- Date: 29 March – 4 April
- Edition: 3rd
- Category: World Championship Tennis (WCT)
- Draw: 32S / 16D
- Prize money: $60,000
- Surface: Carpet / indoor
- Location: São Paulo, Brazil

Champions

Singles
- Björn Borg

Doubles
- Ross Case / Geoff Masters
| São Paulo WCT |

= 1976 São Paulo WCT =

The 1976 São Paulo WCT was a men's tennis tournament played on indoor carpet courts in São Paulo, Brazil. The tournament was part of Blue Group of the 1976 World Championship Tennis circuit.
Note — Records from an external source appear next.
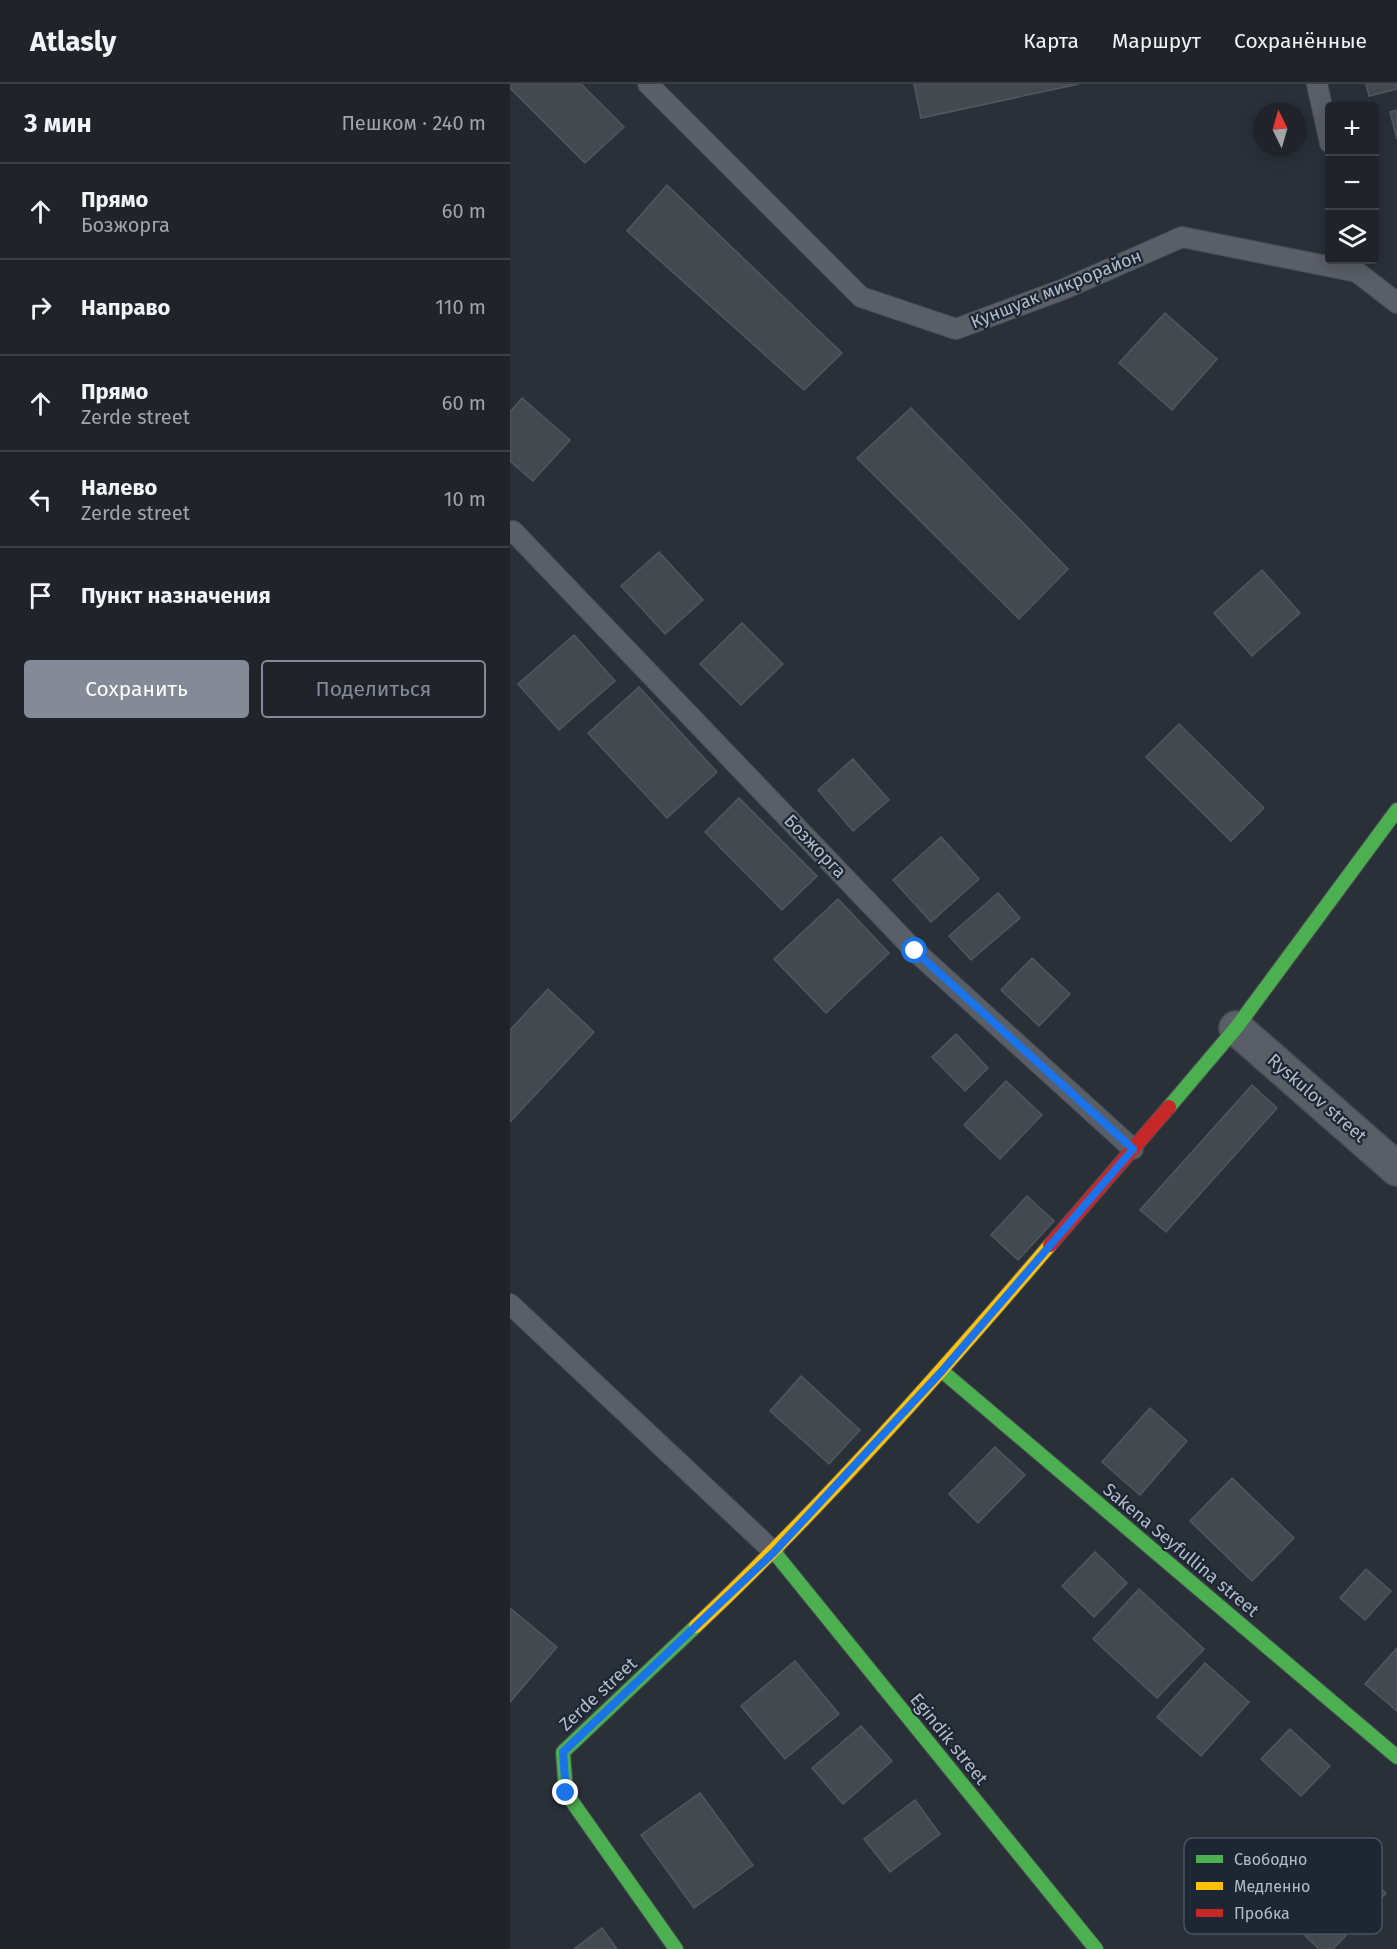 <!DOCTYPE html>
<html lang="ru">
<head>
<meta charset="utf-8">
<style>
	:root { --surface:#20242a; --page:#282c32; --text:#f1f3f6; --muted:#a2a4a8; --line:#3d4147; --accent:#848b96 }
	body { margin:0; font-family:"Fira Sans",sans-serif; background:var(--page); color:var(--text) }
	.controls { position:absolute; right:18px; top:18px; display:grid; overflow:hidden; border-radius:6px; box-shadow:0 3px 15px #0003 }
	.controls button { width:54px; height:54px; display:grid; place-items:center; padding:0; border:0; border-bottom:2px solid var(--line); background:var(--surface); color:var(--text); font:30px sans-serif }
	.compass { position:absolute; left:743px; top:18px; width:54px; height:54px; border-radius:50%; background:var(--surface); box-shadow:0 3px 15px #0003; rotate:355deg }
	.stop { position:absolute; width:18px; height:18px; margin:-14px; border:4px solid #1a73e8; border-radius:50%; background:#fff }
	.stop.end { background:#1a73e8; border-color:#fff; box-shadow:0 2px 6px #0008 }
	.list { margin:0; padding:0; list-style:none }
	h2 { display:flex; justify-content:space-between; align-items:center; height:78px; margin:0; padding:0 24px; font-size:26px }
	h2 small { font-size:20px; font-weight:400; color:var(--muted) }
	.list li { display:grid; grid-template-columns:39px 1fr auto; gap:18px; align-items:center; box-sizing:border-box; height:96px; padding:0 24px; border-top:2px solid var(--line) }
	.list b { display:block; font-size:22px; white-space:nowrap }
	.list p { margin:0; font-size:20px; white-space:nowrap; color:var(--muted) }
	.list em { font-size:20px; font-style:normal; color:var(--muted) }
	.actions { display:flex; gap:12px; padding:18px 24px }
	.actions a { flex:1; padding:14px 0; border:2px solid var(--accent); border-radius:6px; text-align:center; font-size:21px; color:var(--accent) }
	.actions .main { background:var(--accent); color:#fff }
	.icon { flex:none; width:33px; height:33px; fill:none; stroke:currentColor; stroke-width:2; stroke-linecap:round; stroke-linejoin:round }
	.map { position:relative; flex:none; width:887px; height:1865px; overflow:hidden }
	header { display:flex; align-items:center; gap:36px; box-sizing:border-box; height:84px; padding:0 30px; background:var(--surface); border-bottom:2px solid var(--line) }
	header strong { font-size:28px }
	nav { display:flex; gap:33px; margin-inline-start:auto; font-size:21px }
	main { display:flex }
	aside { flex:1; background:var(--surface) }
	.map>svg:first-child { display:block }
	.building { fill:#444950; stroke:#52575f; stroke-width:1.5 }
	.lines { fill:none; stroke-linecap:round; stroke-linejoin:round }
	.lane-casing { stroke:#484c53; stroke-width:22 }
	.street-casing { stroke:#484c53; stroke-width:36 }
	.fast-casing { stroke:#484c53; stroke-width:16 }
	.slow-casing { stroke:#484c53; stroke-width:16 }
	.jam-casing { stroke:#484c53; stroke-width:16 }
	.lane { stroke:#5a5e66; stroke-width:20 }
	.street { stroke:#5a5e66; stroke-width:33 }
	.fast { stroke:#4caf50; stroke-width:14 }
	.slow { stroke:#ffc107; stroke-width:14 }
	.jam { stroke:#c62828; stroke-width:14 }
	.route { stroke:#1a73e8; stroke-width:8 }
	.labels { text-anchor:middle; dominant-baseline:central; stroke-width:4.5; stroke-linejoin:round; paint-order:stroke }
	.street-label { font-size:18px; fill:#b4bcc9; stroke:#1d2633 }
	.key { fill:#1d2633; stroke:#4a5360; stroke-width:1.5 }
	.key-label { font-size:16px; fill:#b4bcc9 }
</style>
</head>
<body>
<header>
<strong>Atlasly</strong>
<nav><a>Карта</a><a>Маршрут</a><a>Сохранённые</a></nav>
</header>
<main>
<aside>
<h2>3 мин<small>Пешком · 240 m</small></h2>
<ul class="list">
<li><svg class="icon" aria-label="ahead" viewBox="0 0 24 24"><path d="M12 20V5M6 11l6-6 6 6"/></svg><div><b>Прямо</b><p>Бозжорга</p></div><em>60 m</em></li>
<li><svg class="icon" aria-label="right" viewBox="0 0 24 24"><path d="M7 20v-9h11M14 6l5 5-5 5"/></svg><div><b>Направо</b></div><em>110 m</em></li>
<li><svg class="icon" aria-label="ahead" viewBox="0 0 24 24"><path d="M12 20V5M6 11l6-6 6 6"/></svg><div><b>Прямо</b><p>Zerde street</p></div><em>60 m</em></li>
<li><svg class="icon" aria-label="left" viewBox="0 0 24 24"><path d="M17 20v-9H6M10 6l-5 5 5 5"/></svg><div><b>Налево</b><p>Zerde street</p></div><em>10 m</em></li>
<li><svg class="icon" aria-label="arrive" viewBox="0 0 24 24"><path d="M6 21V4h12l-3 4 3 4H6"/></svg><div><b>Пункт назначения</b></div></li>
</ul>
<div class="actions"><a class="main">Сохранить</a><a>Поделиться</a></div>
</aside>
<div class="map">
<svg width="887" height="1865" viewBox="0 0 887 1865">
	<rect width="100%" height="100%" fill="#2a3038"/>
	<g class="building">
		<polygon points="0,0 71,0 114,43 75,79 0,4"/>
		<polygon points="404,0 569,0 411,34"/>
		<polygon points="856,0 887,0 887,5 859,12"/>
		<polygon points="887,26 887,55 880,28"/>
		<polygon points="157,101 332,269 294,306 117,147"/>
		<polygon points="655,229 707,275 662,326 609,279"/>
		<polygon points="12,314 60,356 23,397 0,377 0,328"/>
		<polygon points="401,324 558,485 509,535 347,374"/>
		<polygon points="149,468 193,516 155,550 111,502"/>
		<polygon points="752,486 790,529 742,572 704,529"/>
		<polygon points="232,539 273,580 231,621 190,580"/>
		<polygon points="64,551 105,597 49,646 8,600"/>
		<polygon points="129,603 207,688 157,734 78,649"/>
		<polygon points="669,640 754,724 721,757 636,673"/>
		<polygon points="343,675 379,716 343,747 308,706"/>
		<polygon points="229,714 307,792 272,826 195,748"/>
		<polygon points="431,753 469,795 421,838 383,796"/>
		<polygon points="488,809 510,834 461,876 439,852"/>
		<polygon points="328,815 379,869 316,929 264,875"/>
		<polygon points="522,874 560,910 529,942 491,906"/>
		<polygon points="38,905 84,948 0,1038 0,946"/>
		<polygon points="446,950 478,984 455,1007 422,973"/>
		<polygon points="496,997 532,1031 490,1075 454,1041"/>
		<polygon points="742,1001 767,1024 656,1148 630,1126"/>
		<polygon points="517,1112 544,1137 508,1176 481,1151"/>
		<polygon points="291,1292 350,1346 319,1380 260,1327"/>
		<polygon points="640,1324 677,1357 630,1411 592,1378"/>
		<polygon points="485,1363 515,1391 468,1439 439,1410"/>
		<polygon points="722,1394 784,1454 742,1497 680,1437"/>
		<polygon points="585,1468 617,1499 584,1533 552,1502"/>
		<polygon points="856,1485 881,1507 855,1536 830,1514"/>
		<polygon points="629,1505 694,1565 647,1614 583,1555"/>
		<polygon points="0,1524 47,1563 0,1618"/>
		<polygon points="887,1564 887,1627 855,1600"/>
		<polygon points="285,1577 329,1630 275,1675 231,1622"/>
		<polygon points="695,1579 739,1618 691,1672 647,1633"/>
		<polygon points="351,1642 382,1677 333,1720 302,1684"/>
		<polygon points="780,1645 820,1682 791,1712 751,1675"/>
		<polygon points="190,1709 243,1781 184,1824 131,1751"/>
		<polygon points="405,1716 430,1750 380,1788 354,1755"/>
		<polygon points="826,1763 876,1809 823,1865 809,1865 767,1825"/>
		<polygon points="92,1844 107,1865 64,1865"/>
	</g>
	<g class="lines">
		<defs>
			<g id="lane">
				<polyline points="138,0 351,213 446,245 554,205 672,153 847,188 887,219"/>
				<polyline points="807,0 820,59"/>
				<polyline points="0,448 3,447 405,867 623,1065"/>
				<polyline points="0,1220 264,1468"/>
			</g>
			<polyline id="street" points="726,944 887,1085"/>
			<g id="fast">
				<polyline points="659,1023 726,944 887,726"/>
				<polyline points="432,1287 887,1673"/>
				<polyline points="264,1468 586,1865"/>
				<polyline points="166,1865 56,1709 53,1668 186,1542"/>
			</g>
			<path id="slow" d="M186,1542C312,1423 427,1293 540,1161"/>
			<polyline id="jam" points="540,1161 659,1023"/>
		</defs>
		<use href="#lane" class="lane-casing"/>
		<use href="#street" class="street-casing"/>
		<use href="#fast" class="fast-casing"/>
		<use href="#slow" class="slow-casing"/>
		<use href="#jam" class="jam-casing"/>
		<use href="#lane" class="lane"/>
		<use href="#street" class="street"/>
		<use href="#fast" class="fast"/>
		<use href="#slow" class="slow"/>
		<use href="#jam" class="jam"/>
	</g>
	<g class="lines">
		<polyline class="route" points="56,1709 53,1668 264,1468 432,1287 623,1065 405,867"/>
	</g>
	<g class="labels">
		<g class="street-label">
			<text transform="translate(546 205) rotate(-22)">Куншуак микрорайон</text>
			<text transform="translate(305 762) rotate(46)">Бозжорга</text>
			<text transform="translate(807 1014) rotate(41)">Ryskulov street</text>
			<text transform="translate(671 1466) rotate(40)">Sakena Seyfullina street</text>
			<text transform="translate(88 1610) rotate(-43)">Zerde street</text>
			<text transform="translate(439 1655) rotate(51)">Egindik street</text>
		</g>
	</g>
	<rect x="674" y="1754" width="198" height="96" rx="9" class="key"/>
	<rect x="686" y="1771" width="27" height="8" fill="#4caf50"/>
	<rect x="686" y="1798" width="27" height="8" fill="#ffc107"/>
	<rect x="686" y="1825" width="27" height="8" fill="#c62828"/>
	<g class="key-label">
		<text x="724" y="1781">Свободно</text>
		<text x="724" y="1808">Медленно</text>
		<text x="724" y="1835">Пробка</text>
	</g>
</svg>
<div class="controls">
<button>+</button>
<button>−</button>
<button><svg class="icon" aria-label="layers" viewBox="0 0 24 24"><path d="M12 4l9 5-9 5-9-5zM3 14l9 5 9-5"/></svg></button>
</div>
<svg class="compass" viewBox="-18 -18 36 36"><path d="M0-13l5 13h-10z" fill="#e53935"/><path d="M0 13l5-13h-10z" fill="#a2a4a8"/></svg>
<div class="stop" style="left:405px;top:867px"></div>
<div class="stop end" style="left:56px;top:1709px"></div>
</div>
</main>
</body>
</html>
It was the third and last edition of the event and was held from 29 March through 4 April 1976. Second-seeded Björn Borg won the singles title and earned $17,000 first-prize money.

==Finals==
===Singles===
SWE Björn Borg defeated ARG Guillermo Vilas 7–6^{(7–4)}, 6–2
- It was Borg's 2nd singles title of the year and the 15th of his career.

===Doubles===
AUS Ross Case / AUS Geoff Masters defeated USA Charlie Pasarell / AUS Allan Stone 7–5, 6–1
- It was Case's 1st doubles title of the year and the 12th of his career. It was Masters' 1st doubles title of the year and the 11th of his career.